Greetings from Heather R,
I was diagnosed with a pituitary (micro) back in early 2000. I remember sitting in my human disease class, and turning into a hypochondriac by the second. I must have had 15 different disease in a 40 minute class.
I am going to take a minute to take you back to the beginning of why I even decided to become a Medical Assistant or Possibly a Nurse in the first place. I met the man of my dreams, and was married at 21 years old. six months before that, I had the worst flu of my life, at least I thought so then not knowing that this would mark a history of life long health problems.
I was a full time scriptural teacher, with a type A personality and a book of friends and activities that only I could keep up with. I was flat on my back a few month after marriage with a diagnoses of Mono, whatever that was. I was told to go home and rest for a couple of weeks, and that my body would return to normal. I tried, I really did, but in the end my idea of resting was making perfect meals, having and sporting the perfect wardrobe, and perfectly socializing all from bed lol.
I found myself back at the doctors office a month later worse off than when in the first time. I had double vision, stiff muscles and everything in between. I was diagnosed with Chronic Fatigue Syndrome( whatever that was) in early 1990 followed by federal disability at 22 years old! Well I was happy to have the $400.00 a month, but it got real old real fast. The disease was so new, that my family thought that it was all in my head, and I wanted it to be all in my head. I wanted to work, so I rested up for 6 months and got a job at the small pharmacy in town. I lasted 2 hours a day at 2 weeks before I could no longer walk to the car where my husband would be waiting to pick me up.

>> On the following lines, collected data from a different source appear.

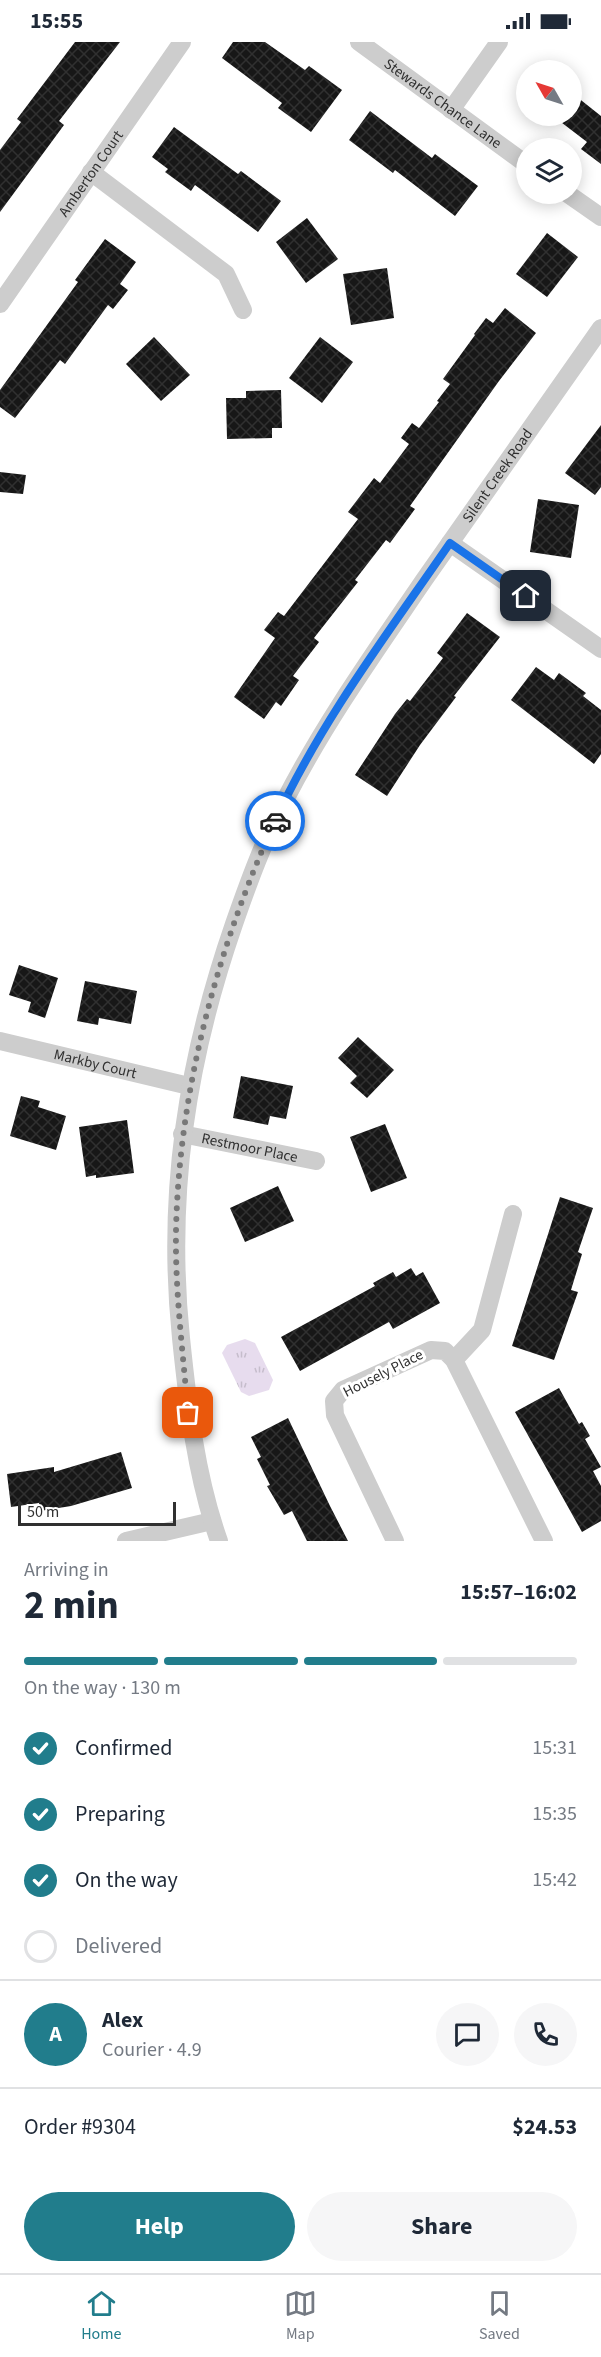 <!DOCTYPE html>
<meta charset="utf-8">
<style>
:root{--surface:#fff;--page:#f6f6f7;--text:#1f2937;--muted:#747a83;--line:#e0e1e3;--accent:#217d8c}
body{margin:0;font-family:"Source Sans 3",sans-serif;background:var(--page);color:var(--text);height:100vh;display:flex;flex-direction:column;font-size:22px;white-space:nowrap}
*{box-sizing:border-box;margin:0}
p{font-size:20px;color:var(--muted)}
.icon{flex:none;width:33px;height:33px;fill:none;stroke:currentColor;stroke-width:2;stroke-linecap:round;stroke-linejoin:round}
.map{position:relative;height:1499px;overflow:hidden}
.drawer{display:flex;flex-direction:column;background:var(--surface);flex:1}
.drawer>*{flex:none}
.needle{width:39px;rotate:309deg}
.tools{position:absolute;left:516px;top:18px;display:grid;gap:12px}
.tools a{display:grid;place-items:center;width:66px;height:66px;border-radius:50%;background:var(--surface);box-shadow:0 3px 15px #0003;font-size:30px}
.scale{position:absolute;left:18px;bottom:15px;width:158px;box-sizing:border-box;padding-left:6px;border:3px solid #303030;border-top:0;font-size:16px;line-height:21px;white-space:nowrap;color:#303030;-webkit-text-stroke:4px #fff;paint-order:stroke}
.pin{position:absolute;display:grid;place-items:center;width:51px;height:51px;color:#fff;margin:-26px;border-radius:12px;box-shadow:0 3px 9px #0006}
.courier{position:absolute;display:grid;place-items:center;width:60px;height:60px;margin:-30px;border:4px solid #1a73e8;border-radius:50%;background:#fff;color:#222;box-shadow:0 2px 8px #0007}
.headline em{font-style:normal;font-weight:700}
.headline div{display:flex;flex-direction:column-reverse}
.headline{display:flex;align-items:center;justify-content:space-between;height:102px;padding:0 24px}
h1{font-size:39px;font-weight:700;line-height:45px}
.bar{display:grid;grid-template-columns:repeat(4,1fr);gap:9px 6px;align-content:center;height:72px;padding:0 24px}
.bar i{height:8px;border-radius:4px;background:var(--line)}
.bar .active{background:var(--accent)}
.bar p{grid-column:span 4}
.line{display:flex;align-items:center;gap:15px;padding:0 24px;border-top:2px solid var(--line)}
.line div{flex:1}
.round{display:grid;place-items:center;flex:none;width:63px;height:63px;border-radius:32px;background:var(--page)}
ol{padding:0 24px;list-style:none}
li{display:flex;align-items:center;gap:18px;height:66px}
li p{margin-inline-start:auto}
li .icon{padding:6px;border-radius:50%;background:var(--accent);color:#fff;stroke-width:4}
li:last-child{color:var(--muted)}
li i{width:33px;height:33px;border:3px solid var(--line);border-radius:50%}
.action{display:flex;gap:12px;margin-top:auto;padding:12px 24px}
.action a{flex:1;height:69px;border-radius:36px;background:var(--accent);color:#fff;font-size:24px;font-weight:700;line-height:69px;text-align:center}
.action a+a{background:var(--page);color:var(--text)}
.status{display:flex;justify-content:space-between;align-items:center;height:42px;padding:0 30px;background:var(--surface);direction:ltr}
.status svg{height:16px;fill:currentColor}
.dock{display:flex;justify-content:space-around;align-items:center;height:84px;border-top:2px solid var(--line);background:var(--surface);font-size:16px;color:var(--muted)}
.dock a{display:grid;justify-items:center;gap:3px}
.dock .active{color:var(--accent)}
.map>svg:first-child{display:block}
.park{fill:url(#park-tufts)}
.building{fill:url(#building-cross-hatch)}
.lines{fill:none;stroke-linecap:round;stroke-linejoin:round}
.minor{stroke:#cdcdcd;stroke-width:18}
.done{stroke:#787878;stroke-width:6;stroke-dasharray:0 10.8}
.route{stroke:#1a73e8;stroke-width:8}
.labels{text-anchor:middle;stroke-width:6;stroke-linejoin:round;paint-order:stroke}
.street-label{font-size:15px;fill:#303030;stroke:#fff}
</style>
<div class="status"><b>15:55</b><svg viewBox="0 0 49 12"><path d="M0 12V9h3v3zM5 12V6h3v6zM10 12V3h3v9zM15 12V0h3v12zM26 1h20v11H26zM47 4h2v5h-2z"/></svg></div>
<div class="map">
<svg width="601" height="1499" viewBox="0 0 601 1499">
<defs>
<pattern id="park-tufts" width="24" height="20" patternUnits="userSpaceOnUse" patternTransform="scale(1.5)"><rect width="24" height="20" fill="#e7dcee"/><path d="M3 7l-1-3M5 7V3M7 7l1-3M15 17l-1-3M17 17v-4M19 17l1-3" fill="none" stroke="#c6bdcc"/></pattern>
<pattern id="building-cross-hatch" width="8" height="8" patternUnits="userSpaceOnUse" patternTransform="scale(1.5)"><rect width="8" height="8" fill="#171717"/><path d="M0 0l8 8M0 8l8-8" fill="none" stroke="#303030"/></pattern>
</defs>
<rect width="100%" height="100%" fill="#fff"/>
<path class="park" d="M245,1297L255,1301L273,1338L269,1348L249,1354L241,1350L222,1311L227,1303Z"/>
<g class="building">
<path d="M75,0H120L59,79L64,83L0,170V108L21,80L17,77Z"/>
<path d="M233,0H265L305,28L309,24L342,48L311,90L278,66L282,61L222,16Z"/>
<path d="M572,51L601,74V122L581,107L587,100L553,74H572Z"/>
<path d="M370,69L432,116L435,112L478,144L455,174L395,128L393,131L349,98Z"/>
<path d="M174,85L238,132L241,129L281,159L258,190L195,143L191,149L165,130L168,127L152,115Z"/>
<path d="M307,176L338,217L306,241L276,200Z"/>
<path d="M547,191L578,215L547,255L516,232Z"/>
<path d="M105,197L136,220L120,242L128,248L113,267L108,263L65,322L60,318L15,376L0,365V348L78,240L75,238Z"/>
<path d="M387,226L394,276L351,283L343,232Z"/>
<path d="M505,266L536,291L499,339L410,464L415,467L390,501L386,498L355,538L358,540L314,596L319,600L293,634L299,638L281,664L276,660L264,677L234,655L275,596L264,588L278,570L284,574L358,477L348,470L374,436L380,441L409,402L401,396L412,381L419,386L439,360L437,359L450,342L443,337L475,293L474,292L486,276L493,281Z"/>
<path d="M154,295L190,333L161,359L126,322Z"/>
<path d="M320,295L353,320L322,361L289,336Z"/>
<path d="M281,348L282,386H272V396L227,397L226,356H246V349Z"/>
<path d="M601,383V445L595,453L565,431Z"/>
<path d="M0,430L26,433L23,452L0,450Z"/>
<path d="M538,457L579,463L571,516L530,510Z"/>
<path d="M467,571L500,595L454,654L456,655L420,703L387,754L355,733L395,672L407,657L410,659L443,616L437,611Z"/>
<path d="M536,625L554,638L559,631L586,651L583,654L601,668V712L594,722L511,658Z"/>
<path d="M19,923L58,936L45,976L28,970L31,960L9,953Z"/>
<path d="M85,939L137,949L131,982L99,976L98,983L77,979Z"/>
<path d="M358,995L394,1028L367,1056L350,1041L357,1034L338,1016Z"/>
<path d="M241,1034L293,1044L286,1077L270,1074L268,1083L233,1076Z"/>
<path d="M21,1054L40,1059L38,1065L66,1074L56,1108L10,1094Z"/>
<path d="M127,1078L134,1131L96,1136V1133L86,1135L79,1085Z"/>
<path d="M385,1082L407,1136L371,1150L350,1095Z"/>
<path d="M278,1144L294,1179L245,1200L230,1166Z"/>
<path d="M560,1155L593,1166L578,1210L582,1212L571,1248L578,1250L554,1318L512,1304Z"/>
<path d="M411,1226L416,1234L423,1230L440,1261L393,1287L389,1280L300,1329L281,1295L375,1244L373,1241L393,1230L396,1235Z"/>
<path d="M559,1346L579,1382L582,1380L590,1394L585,1397L601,1425L593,1429L601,1444V1479L582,1490L515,1370Z"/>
<path d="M288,1376L330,1464L348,1499H307L292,1469L284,1473L267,1444L270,1443L257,1417L261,1415L251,1395Z"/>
<path d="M121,1410L132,1446L71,1464L40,1469L39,1461L11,1465L7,1432L54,1425V1430Z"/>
</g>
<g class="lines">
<g class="minor">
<path id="s1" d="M359,0L526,122"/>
<path d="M451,68L499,0"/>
<path d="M91,130L226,232L243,268"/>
<path d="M568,152L601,175"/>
<path id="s2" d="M0,262L182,0"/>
<path d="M450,501L601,607"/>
<path id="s3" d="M0,999L189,1044"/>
<path id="s4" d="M182,1092L316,1119"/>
<path d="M454,1318L482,1288L513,1172"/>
<path d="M126,1499L212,1479"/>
<path id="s5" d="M219,1499C196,1434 188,1364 181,1296C166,1152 187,1018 234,882C249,839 264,798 285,758C325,680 375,610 424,538C483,454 542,370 601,286"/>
<path d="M395,1499L335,1373L334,1359L343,1348L431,1308L445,1309L454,1318L544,1499"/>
</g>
</g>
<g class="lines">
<path class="done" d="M188,1371C183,1310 175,1250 176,1189C179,1048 217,907 275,779"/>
<path class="route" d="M275,779C321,679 388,591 450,501L526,554"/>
</g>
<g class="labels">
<g class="street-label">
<text dy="5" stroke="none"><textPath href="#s1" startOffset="104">Stewards Chance Lane</textPath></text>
<text dy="5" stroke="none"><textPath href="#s2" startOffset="159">Amberton Court</textPath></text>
<text dy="5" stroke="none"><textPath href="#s5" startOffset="1150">Silent Creek Road</textPath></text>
<text dy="5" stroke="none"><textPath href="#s3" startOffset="98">Markby Court</textPath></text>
<text dy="5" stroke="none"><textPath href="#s4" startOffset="69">Restmoor Place</textPath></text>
<text transform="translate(383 1331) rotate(-27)" y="5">Housely Place</text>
</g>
</g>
</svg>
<div class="tools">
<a><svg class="needle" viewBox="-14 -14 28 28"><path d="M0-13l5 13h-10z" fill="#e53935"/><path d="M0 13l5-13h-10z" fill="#747a83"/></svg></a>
<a><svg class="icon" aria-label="layers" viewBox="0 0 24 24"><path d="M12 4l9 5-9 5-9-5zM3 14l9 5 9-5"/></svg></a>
</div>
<div class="scale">50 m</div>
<div class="pin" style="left:188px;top:1371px;background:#ea580c"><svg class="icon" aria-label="bag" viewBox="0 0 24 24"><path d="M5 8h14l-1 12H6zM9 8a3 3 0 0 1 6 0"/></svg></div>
<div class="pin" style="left:526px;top:554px;background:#1f2937"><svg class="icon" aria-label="home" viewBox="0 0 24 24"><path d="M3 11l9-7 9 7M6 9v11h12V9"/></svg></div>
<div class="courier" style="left:275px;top:779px"><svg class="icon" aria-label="car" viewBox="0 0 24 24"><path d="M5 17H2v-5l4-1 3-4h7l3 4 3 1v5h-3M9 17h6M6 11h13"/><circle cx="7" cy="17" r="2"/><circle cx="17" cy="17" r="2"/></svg></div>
</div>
<section class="drawer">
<div class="headline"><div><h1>2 min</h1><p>Arriving in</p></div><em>15:57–16:02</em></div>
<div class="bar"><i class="active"></i><i class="active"></i><i class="active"></i><i></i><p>On the way · 130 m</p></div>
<ol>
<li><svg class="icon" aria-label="check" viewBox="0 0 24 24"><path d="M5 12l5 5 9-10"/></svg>Confirmed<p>15:31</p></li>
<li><svg class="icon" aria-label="check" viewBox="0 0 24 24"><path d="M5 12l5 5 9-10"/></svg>Preparing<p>15:35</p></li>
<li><svg class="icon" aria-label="check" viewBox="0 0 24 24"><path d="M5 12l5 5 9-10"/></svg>On the way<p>15:42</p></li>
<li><i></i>Delivered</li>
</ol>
<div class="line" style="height:108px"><b class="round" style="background:var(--accent);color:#fff">A</b><div><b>Alex</b><p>Courier · 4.9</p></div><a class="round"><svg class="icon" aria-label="chat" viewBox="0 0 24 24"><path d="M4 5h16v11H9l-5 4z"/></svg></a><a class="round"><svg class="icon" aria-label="phone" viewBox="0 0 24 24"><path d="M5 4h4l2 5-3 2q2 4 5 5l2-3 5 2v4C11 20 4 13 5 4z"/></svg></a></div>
<div class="line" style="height:78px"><div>Order #9304</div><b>$24.53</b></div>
<div class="action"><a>Help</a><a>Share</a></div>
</section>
<nav class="dock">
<a class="active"><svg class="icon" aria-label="home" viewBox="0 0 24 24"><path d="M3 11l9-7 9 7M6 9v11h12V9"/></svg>Home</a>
<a><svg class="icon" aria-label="map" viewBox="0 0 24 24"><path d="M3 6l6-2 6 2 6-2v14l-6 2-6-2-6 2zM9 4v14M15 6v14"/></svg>Map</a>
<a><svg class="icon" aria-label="saved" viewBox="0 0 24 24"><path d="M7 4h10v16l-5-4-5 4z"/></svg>Saved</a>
</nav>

We were both baffled as to what was wrong with me. Here I was thinking that I pulled a fast one on social security, ended up on me! Who would have thought. I went on for a time. We decided to make a move to a more private community, it just seemed that everyone was getting on my last nerve, and they didn't even know that they were. With this move came severe allergies, better known as the end of my immune system.
I had my first my first sinus surgery in 1991. The doctor told me that it was most likely allergens to the Smokey Mountains, and that I might want to consider a move. I could not hear of it, and then we moved to Colorado in 1994. I was sick by then that I could not make it up stairs to our 3 floor apartment. My husband carried me many days.
I felt so useless, that I decided to use my special talent called "I will accomplish something in my life to prove everyone wrong." I watched commercial after commercial of how great my life would be if I became a Medical Assistant. I was at registration soon after. I will never forget what the lady helping or maybe critiquing the prospective students said to me. I must have looked like I felt that afternoon as I walked in using my husband as a crutch. She said "you are never going to make it in this program." She missed her calling as a motivational speaker, those words was exactly with someone with my personality needed to hear to Ace the program and go on to be the undecided student of the year!
ironically as I type this, my re-certification is coming up February, 2012. I graduated in 1996, passed the Certification Exam, and never did my C.E.U. I threaten to sit for the exam every year, and I will between now and my death. These are the highlights of my sick career, the rest is just the bad and the ugly.
Years have gone by with Doctors, therapist, hospitalizations, and all the medications but the right diagnoses. I have been to Endocrinologist before, and no one has ever taken me seriously. I diagnosed myself with a prolactin secreting pituitary tumor in 2000, and my endocrinologist laughed me out of the room, except that I wouldn't leave until I got my MRI, and the rest is history.
I am currently awaiting a slew of test from a week ago including 24 hour urine which I have had before with negative results, only this time, blood and saliva was done, and with 10 tubes of blood and test in every direction of the star. I am praying that something turns up this time, because I am at the point to where I cannot sleep, I am awake 24 hours a day. I cannot talk and breath at the same time time. I am a walking case of anxiety and stress, and these are the least of my symptoms.
Someone help me! I'm scared to death that I might have Cushings Syndrome.